_Required work_
Every line below must be copied as written, except for pictures.

_Given information_
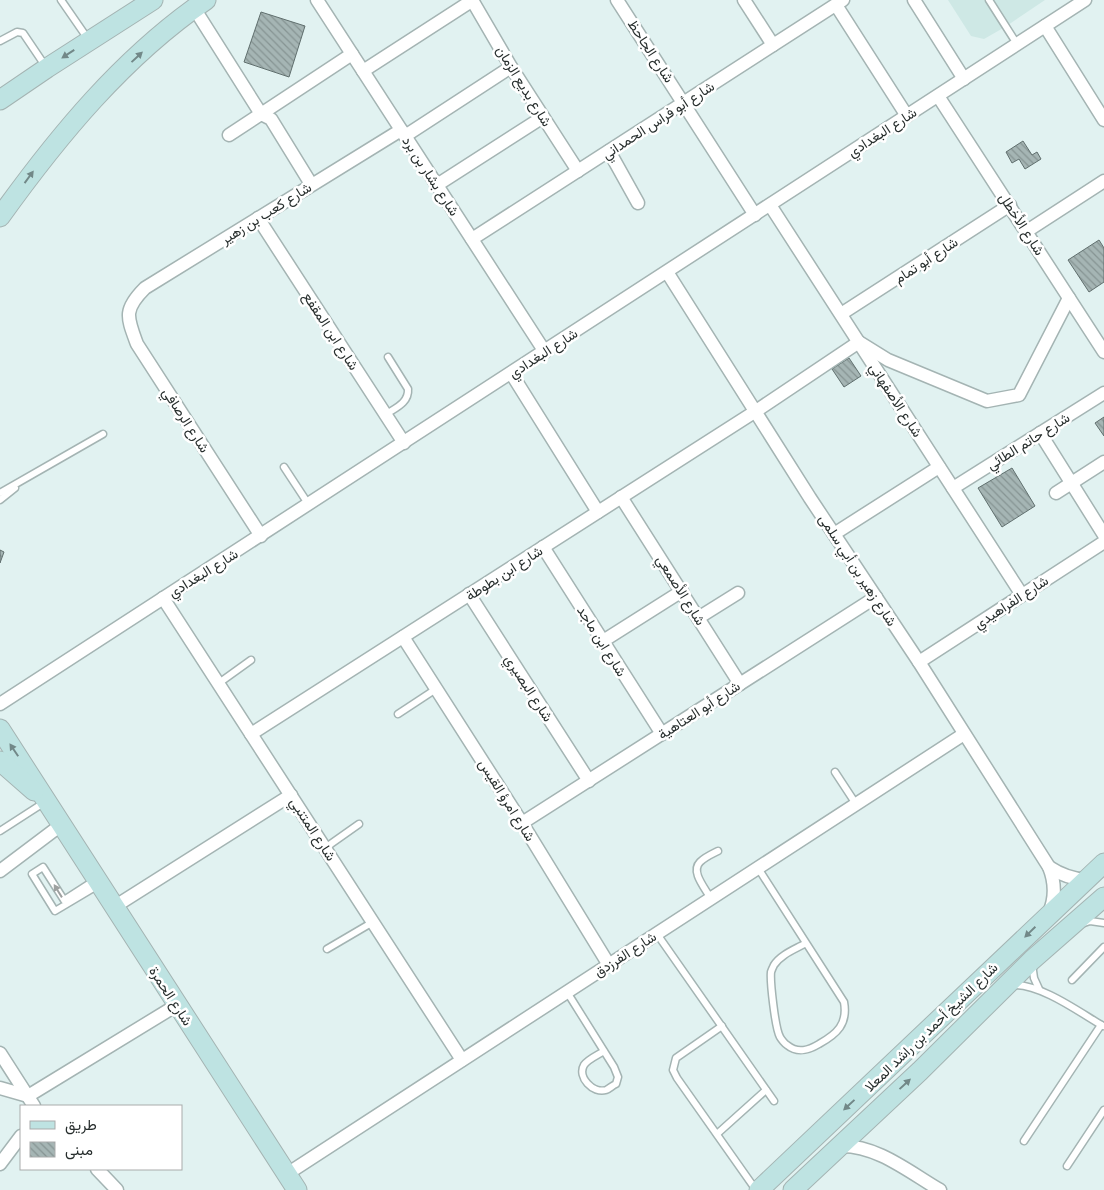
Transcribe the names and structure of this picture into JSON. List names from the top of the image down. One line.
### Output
{"streets":{"street":["شارع الجاحظ","شارع بديع الزمان","شارع أبو فراس الحمداني","شارع البغدادي","شارع بشار بن برد","شارع كعب بن زهير","شارع الأخطل","شارع أبو تمام","شارع ابن المقفع","شارع الأصفهاني","شارع الرصافي","شارع حاتم الطائي","شارع زهير بن أبي سلمى","شارع ابن بطوطة","شارع الأصمعي","شارع الفراهيدي","شارع ابن ماجد","شارع البصيري","شارع أبو العتاهية","شارع امرؤ القيس","شارع المتنبي","شارع الفرزدق","شارع الحمرة","شارع الشيخ أحمد بن راشد المعلا"]},"crossings":[["شارع الجاحظ","شارع أبو فراس الحمداني"],["شارع الجاحظ","شارع البغدادي"],["شارع بديع الزمان","شارع أبو فراس الحمداني"],["شارع بديع الزمان","شارع كعب بن زهير"],["شارع أبو فراس الحمداني","شارع بشار بن برد"],["شارع البغدادي","شارع بشار بن برد"],["شارع البغدادي","شارع الأخطل"],["شارع البغدادي","شارع ابن المقفع"],["شارع البغدادي","شارع الأصفهاني"],["شارع البغدادي","شارع الرصافي"],["شارع البغدادي","شارع زهير بن أبي سلمى"],["شارع البغدادي","شارع المتنبي"],["شارع بشار بن برد","شارع كعب بن زهير"],["شارع كعب بن زهير","شارع ابن المقفع"],["شارع كعب بن زهير","شارع الرصافي"],["شارع الأخطل","شارع أبو تمام"],["شارع أبو تمام","شارع الأصفهاني"],["شارع الأصفهاني","شارع حاتم الطائي"],["شارع الأصفهاني","شارع ابن بطوطة"],["شارع الأصفهاني","شارع الفراهيدي"],["شارع زهير بن أبي سلمى","شارع ابن بطوطة"],["شارع زهير بن أبي سلمى","شارع الفراهيدي"],["شارع زهير بن أبي سلمى","شارع أبو العتاهية"],["شارع زهير بن أبي سلمى","شارع الفرزدق"],["شارع زهير بن أبي سلمى","شارع الشيخ أحمد بن راشد المعلا"],["شارع ابن بطوطة","شارع الأصمعي"],["شارع ابن بطوطة","شارع ابن ماجد"],["شارع ابن بطوطة","شارع البصيري"],["شارع ابن بطوطة","شارع امرؤ القيس"],["شارع ابن بطوطة","شارع المتنبي"],["شارع الأصمعي","شارع أبو العتاهية"],["شارع ابن ماجد","شارع أبو العتاهية"],["شارع البصيري","شارع أبو العتاهية"],["شارع أبو العتاهية","شارع امرؤ القيس"],["شارع امرؤ القيس","شارع الفرزدق"],["شارع المتنبي","شارع الفرزدق"],["شارع الفرزدق","شارع الحمرة"]],"legend":["طريق","مبنى"]}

_Answer section_
Transcribe the names and structure of this picture into JSON. List names from the top of the image down. One line.
### Output
{"streets":{"street":["شارع الجاحظ","شارع بديع الزمان","شارع أبو فراس الحمداني","شارع البغدادي","شارع بشار بن برد","شارع كعب بن زهير","شارع الأخطل","شارع أبو تمام","شارع ابن المقفع","شارع الأصفهاني","شارع الرصافي","شارع حاتم الطائي","شارع زهير بن أبي سلمى","شارع ابن بطوطة","شارع الأصمعي","شارع الفراهيدي","شارع ابن ماجد","شارع البصيري","شارع أبو العتاهية","شارع امرؤ القيس","شارع المتنبي","شارع الفرزدق","شارع الحمرة","شارع الشيخ أحمد بن راشد المعلا"]},"crossings":[["شارع الجاحظ","شارع أبو فراس الحمداني"],["شارع الجاحظ","شارع البغدادي"],["شارع بديع الزمان","شارع أبو فراس الحمداني"],["شارع بديع الزمان","شارع كعب بن زهير"],["شارع أبو فراس الحمداني","شارع بشار بن برد"],["شارع البغدادي","شارع بشار بن برد"],["شارع البغدادي","شارع الأخطل"],["شارع البغدادي","شارع ابن المقفع"],["شارع البغدادي","شارع الأصفهاني"],["شارع البغدادي","شارع الرصافي"],["شارع البغدادي","شارع زهير بن أبي سلمى"],["شارع البغدادي","شارع المتنبي"],["شارع بشار بن برد","شارع كعب بن زهير"],["شارع كعب بن زهير","شارع ابن المقفع"],["شارع كعب بن زهير","شارع الرصافي"],["شارع الأخطل","شارع أبو تمام"],["شارع أبو تمام","شارع الأصفهاني"],["شارع الأصفهاني","شارع حاتم الطائي"],["شارع الأصفهاني","شارع ابن بطوطة"],["شارع الأصفهاني","شارع الفراهيدي"],["شارع زهير بن أبي سلمى","شارع ابن بطوطة"],["شارع زهير بن أبي سلمى","شارع الفراهيدي"],["شارع زهير بن أبي سلمى","شارع أبو العتاهية"],["شارع زهير بن أبي سلمى","شارع الفرزدق"],["شارع زهير بن أبي سلمى","شارع الشيخ أحمد بن راشد المعلا"],["شارع ابن بطوطة","شارع الأصمعي"],["شارع ابن بطوطة","شارع ابن ماجد"],["شارع ابن بطوطة","شارع البصيري"],["شارع ابن بطوطة","شارع امرؤ القيس"],["شارع ابن بطوطة","شارع المتنبي"],["شارع الأصمعي","شارع أبو العتاهية"],["شارع ابن ماجد","شارع أبو العتاهية"],["شارع البصيري","شارع أبو العتاهية"],["شارع أبو العتاهية","شارع امرؤ القيس"],["شارع امرؤ القيس","شارع الفرزدق"],["شارع المتنبي","شارع الفرزدق"],["شارع الفرزدق","شارع الحمرة"]],"legend":["طريق","مبنى"]}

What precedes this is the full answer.